Criado para abrigar 300 pacientes, chegou a superar 1700 internos nas décadas dos 60 e 70. As condições em que viviam eram semelhantes ao que acontecia em Barbacena, foi rotulado como um “depósito de gente”.

Na década dos 90 havia ao redor de 1200 pacientes internados, muitos não tinham doença mental nenhuma. Uma pesquisa mostrou que existiam ao redor de 120 pacientes internados por ter “epilepsia” e ao mesmo tempo muitos pacientes tomavam medicamentos antiepilépticos sem ser portadores da doença.

As famílias levavam os pacientes para internar para se livrar dos mesmos e durante muito tempo sequer existia uma triagem para saber da necessidade da internação.

A Colônia Santana, de triste lembrança para muitas famílias foi extinta em 1996. O tratamento ambulatorial e hospitalar de doentes psiquiátricos foi assumido pelo Instituto de Psiquiatria (IPQ).

Como a vida imita a arte e vice-versa, a literatura tem produzido excelentes relatos sobre as atrocidades cometidas em instituições deste tipo.
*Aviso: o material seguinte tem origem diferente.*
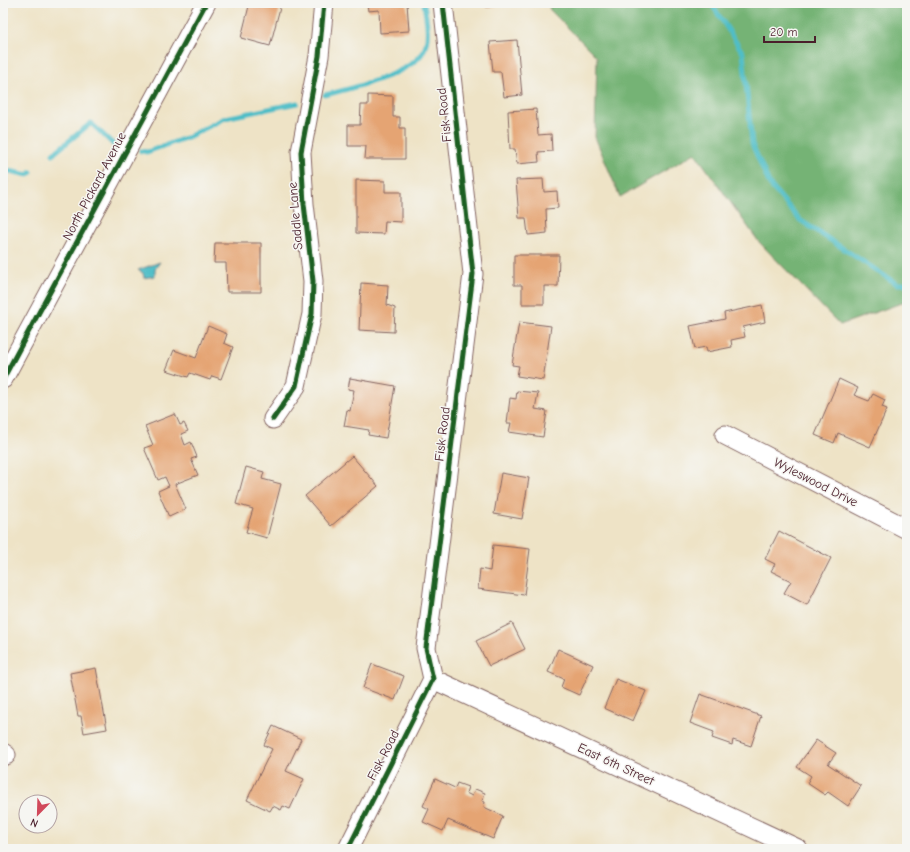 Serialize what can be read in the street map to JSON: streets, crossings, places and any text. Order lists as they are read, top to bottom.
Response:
{
  "streets": {
    "street": [
      "Fisk Road",
      "North Pickard Avenue",
      "Saddle Lane",
      "Wyleswood Drive",
      "East 6th Street"
    ]
  },
  "crossings": [
    ["Fisk Road", "East 6th Street"]
  ],
  "scale_bar": "20 m",
  "north": "bottom left"
} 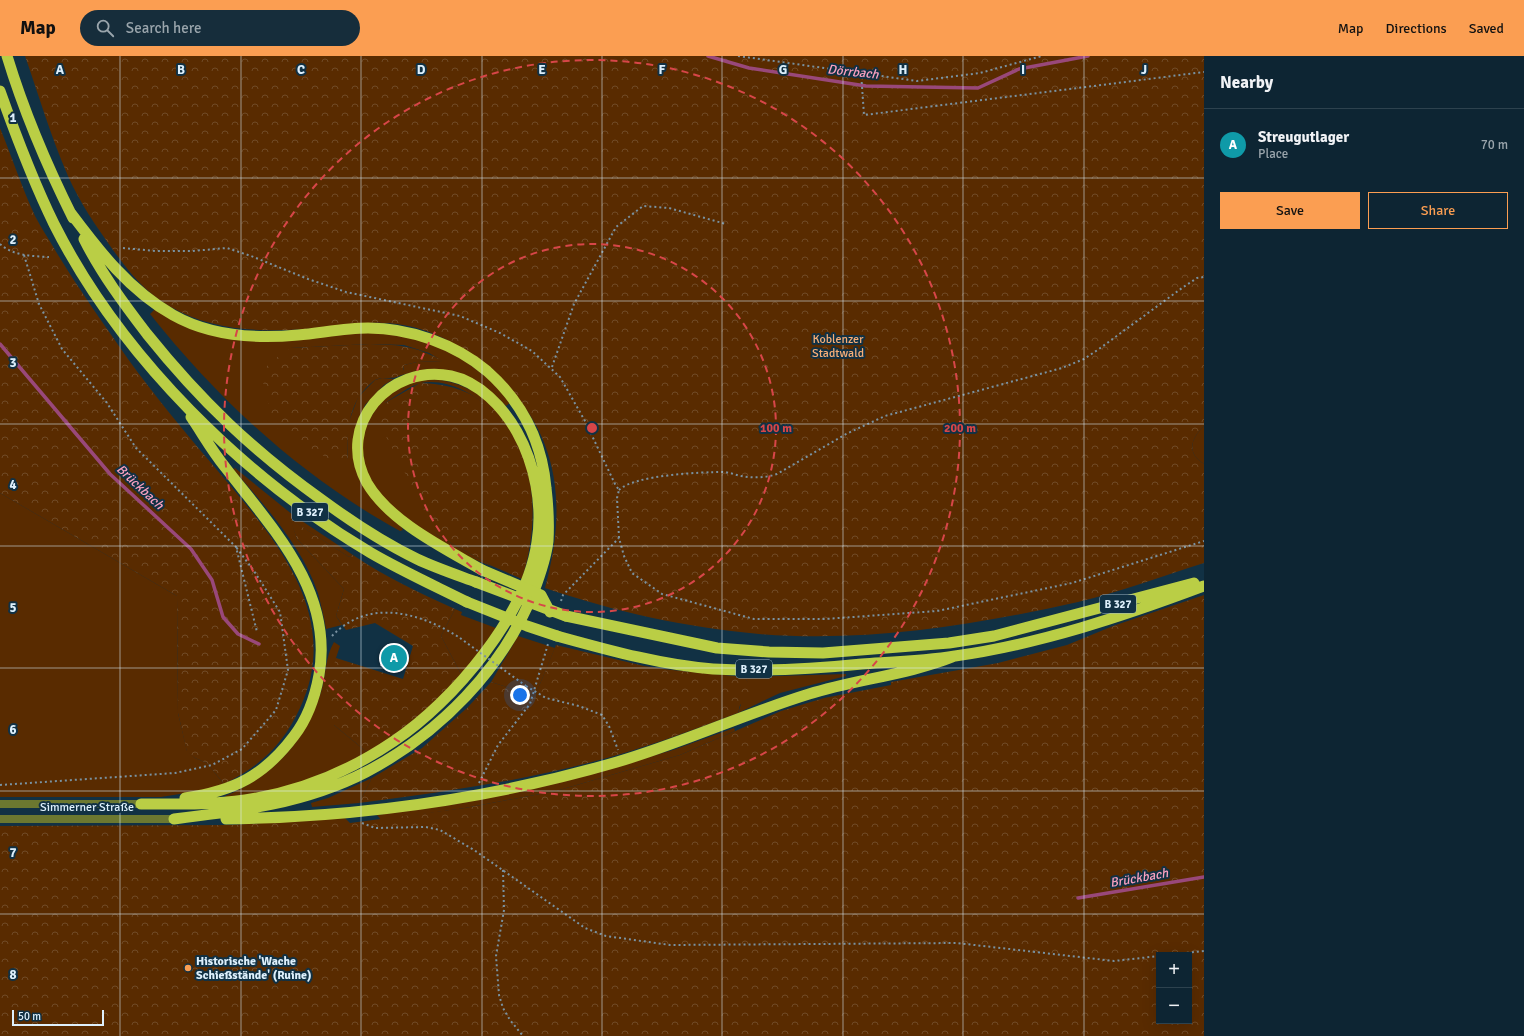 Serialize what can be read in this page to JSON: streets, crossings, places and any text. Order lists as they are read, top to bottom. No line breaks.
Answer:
{"streets":{"highway":["B 327"],"street":["Simmerner Straße"]},"water":["Dörrbach","Brückbach"],"parks":["Koblenzer Stadtwald"],"places":["Historische 'Wache Schießstände' (Ruine)"],"scale_bar":"50 m","page":{"header":"Map","search":"Search here","nav":["Map","Directions","Saved"],"heading":"Nearby","list":[{"mark":"A","name":"Streugutlager","note":"Place","value":"70 m"}],"buttons":["Save","Share"],"pins":"A","map_buttons":["+","−"],"scale":"50 m"},"grid":{"columns":["A","B","C","D","E","F","G","H","I","J"],"rows":["1","2","3","4","5","6","7","8"]},"rings":["100 m","200 m"]} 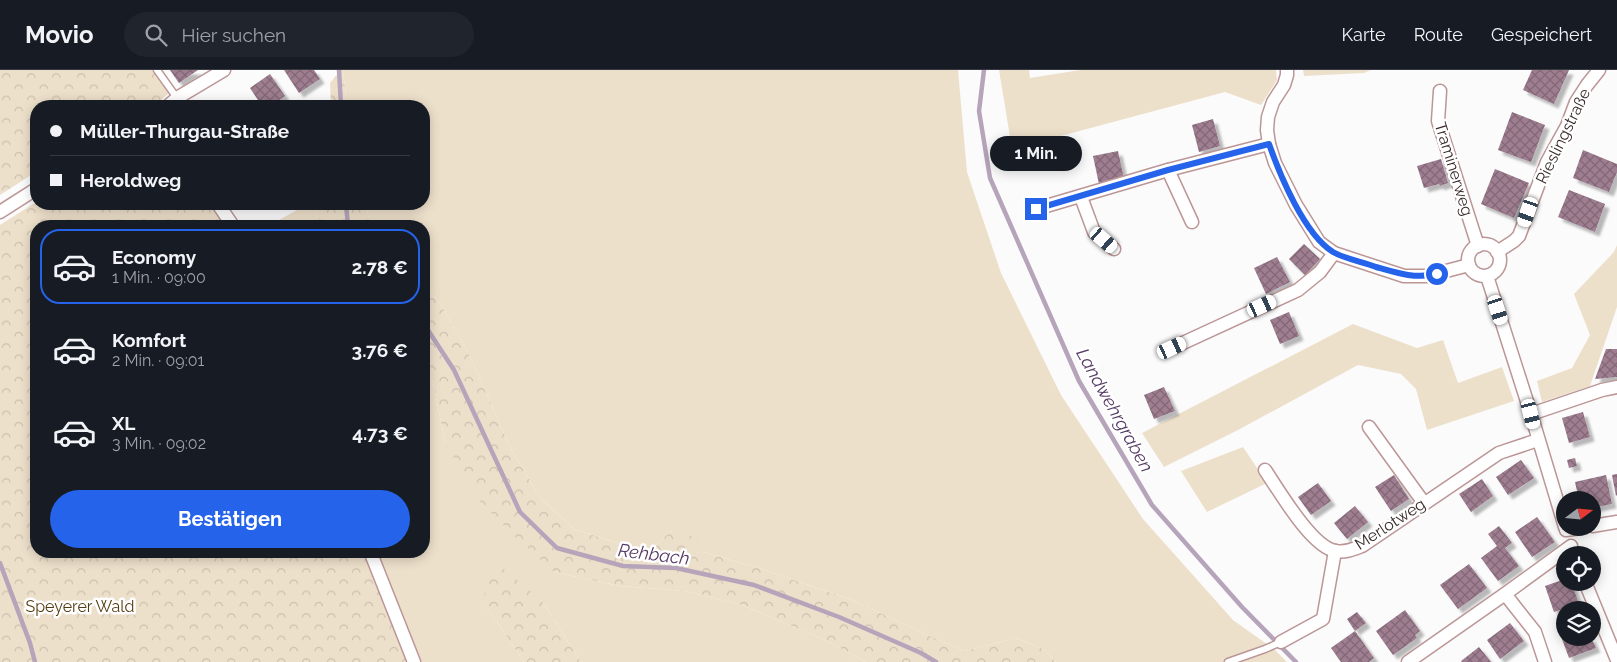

Um dos mais conhecidos é o livro do escritor espanhol Torcuato Luca de Tena “As linhas tortas de Deus” onde a protagonista se interna voluntariamente para poder elucidar um crime e descobre que ela própria é portadora de Paranoia, ficando internada por longos anos na instituição.

Diz o ditado que “de músico, poeta e louco todos temos um pouco”, sendo assim todos estaremos em perigo de uma internação involuntária ou compulsória. Não podemos cair na tentação de criar soluções simplórias para problemas complexos.